Could you copy every record below exactly as it is written?
Segment Start: Material provided
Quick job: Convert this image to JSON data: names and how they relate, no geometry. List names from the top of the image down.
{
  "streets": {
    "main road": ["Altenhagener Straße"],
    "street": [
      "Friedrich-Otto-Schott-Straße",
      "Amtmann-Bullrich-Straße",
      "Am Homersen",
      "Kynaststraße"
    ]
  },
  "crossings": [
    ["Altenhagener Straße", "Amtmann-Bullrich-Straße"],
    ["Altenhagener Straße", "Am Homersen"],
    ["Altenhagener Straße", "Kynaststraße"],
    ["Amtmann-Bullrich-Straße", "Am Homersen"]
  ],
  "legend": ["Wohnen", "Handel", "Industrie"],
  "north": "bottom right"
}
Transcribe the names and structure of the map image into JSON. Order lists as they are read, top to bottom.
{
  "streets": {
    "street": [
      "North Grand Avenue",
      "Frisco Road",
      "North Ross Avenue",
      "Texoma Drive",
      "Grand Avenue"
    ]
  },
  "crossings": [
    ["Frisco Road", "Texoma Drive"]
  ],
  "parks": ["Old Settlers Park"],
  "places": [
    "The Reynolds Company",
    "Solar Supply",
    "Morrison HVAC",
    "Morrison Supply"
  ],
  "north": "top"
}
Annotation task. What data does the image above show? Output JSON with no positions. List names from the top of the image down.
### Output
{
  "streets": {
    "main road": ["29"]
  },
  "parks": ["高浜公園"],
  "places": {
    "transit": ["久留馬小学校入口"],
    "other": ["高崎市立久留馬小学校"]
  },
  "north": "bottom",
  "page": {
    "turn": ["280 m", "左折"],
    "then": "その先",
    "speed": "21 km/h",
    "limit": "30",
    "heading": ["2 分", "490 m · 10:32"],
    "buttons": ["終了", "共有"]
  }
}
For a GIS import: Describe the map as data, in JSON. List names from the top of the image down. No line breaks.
Segment End: Material provided
### Result
Quick job: Convert this image to JSON data: names and how they relate, no geometry. List names from the top of the image down.
{
  "streets": {
    "main road": ["Altenhagener Straße"],
    "street": [
      "Friedrich-Otto-Schott-Straße",
      "Amtmann-Bullrich-Straße",
      "Am Homersen",
      "Kynaststraße"
    ]
  },
  "crossings": [
    ["Altenhagener Straße", "Amtmann-Bullrich-Straße"],
    ["Altenhagener Straße", "Am Homersen"],
    ["Altenhagener Straße", "Kynaststraße"],
    ["Amtmann-Bullrich-Straße", "Am Homersen"]
  ],
  "legend": ["Wohnen", "Handel", "Industrie"],
  "north": "bottom right"
}
Transcribe the names and structure of the map image into JSON. Order lists as they are read, top to bottom.
{
  "streets": {
    "street": [
      "North Grand Avenue",
      "Frisco Road",
      "North Ross Avenue",
      "Texoma Drive",
      "Grand Avenue"
    ]
  },
  "crossings": [
    ["Frisco Road", "Texoma Drive"]
  ],
  "parks": ["Old Settlers Park"],
  "places": [
    "The Reynolds Company",
    "Solar Supply",
    "Morrison HVAC",
    "Morrison Supply"
  ],
  "north": "top"
}
Annotation task. What data does the image above show? Output JSON with no positions. List names from the top of the image down.
### Output
{
  "streets": {
    "main road": ["29"]
  },
  "parks": ["高浜公園"],
  "places": {
    "transit": ["久留馬小学校入口"],
    "other": ["高崎市立久留馬小学校"]
  },
  "north": "bottom",
  "page": {
    "turn": ["280 m", "左折"],
    "then": "その先",
    "speed": "21 km/h",
    "limit": "30",
    "heading": ["2 分", "490 m · 10:32"],
    "buttons": ["終了", "共有"]
  }
}
For a GIS import: Describe the map as data, in JSON. List names from the top of the image down. No line breaks.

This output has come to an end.